車内の視線がちらちらと瞬くようにして〝ゼロ〟に向けられるのが分かった。盗み見るようなそれに〝ゼロ〟は確かな手ごたえを感じる。
困ったような顔で笑いを返した〝ツーペア〟も、他の誰もそれ以上追及してはこなかったが、それでもある種の懸念が生まれたことだろう。
この〝ゼロ〟が、あのおぞましい「レベル5」をゲームに持ち込んでいるのではないか、と言う懸念が。
それでいい。
そもそも〝ゼロ〟の基本戦略は相手をフォールド、つまり勝負から降ろすことで勝利するというものなのだ。

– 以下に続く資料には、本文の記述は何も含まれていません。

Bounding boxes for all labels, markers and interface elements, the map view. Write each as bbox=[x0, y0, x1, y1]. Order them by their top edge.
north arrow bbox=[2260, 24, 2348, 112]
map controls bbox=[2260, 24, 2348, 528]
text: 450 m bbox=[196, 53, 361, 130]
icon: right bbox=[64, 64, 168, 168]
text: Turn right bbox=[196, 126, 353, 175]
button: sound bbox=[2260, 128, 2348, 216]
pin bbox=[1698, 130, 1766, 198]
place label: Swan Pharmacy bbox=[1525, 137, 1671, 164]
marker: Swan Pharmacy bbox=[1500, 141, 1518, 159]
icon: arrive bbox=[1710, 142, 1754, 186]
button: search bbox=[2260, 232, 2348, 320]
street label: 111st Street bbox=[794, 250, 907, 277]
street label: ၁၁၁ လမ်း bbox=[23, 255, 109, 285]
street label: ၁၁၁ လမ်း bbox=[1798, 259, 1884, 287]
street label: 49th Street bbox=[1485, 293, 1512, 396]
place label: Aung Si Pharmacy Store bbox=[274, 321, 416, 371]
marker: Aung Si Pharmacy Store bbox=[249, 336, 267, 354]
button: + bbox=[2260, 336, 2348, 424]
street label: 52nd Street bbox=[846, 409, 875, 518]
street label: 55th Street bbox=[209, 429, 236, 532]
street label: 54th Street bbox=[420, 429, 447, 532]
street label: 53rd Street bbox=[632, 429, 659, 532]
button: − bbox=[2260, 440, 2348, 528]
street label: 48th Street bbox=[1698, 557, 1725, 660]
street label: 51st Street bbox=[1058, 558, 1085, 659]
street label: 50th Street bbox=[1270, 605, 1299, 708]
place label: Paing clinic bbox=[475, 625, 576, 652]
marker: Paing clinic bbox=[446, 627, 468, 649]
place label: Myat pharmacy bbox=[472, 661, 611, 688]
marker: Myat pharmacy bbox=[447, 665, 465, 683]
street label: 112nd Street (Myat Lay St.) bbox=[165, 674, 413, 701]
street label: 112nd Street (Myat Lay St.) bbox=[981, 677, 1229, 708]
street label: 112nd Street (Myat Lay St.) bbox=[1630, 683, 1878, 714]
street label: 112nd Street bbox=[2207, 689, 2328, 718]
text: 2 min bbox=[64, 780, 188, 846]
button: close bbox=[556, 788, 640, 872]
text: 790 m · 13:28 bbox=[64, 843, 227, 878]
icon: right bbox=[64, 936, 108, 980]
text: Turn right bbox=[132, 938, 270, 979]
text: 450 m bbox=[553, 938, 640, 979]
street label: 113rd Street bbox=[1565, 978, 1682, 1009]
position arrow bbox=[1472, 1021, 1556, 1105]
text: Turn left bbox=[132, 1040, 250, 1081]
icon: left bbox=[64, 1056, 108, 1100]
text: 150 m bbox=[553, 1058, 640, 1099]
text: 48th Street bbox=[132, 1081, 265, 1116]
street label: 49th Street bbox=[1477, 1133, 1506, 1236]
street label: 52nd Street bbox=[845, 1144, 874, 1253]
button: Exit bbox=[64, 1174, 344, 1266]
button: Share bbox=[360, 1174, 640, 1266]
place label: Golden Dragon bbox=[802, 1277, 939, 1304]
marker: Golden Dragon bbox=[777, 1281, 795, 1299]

相手の不安を煽って、もしかしたら本当に使ってくるのでは? と思わせることに意味がある。
そして、当然だが――〝ゼロ〟のデッキに「レベル5」など入っていない。
たとえお守りだろうとなんだろうと、あんなものは持ち歩くことさえごめんだった。
それでも、それはどのプレイヤーにとっても同じことだと考え直した彼は、全てを踏まえ直した上で、この場で他のプレイヤーを煽る挙に出たのだ。
当然、この〝ツーペア〟も含め本当に〝ゼロ〟の稚拙なブラフを本気で信じ込んでいるヤツなど誰もいないだろう。
しかし、それでいいのだ。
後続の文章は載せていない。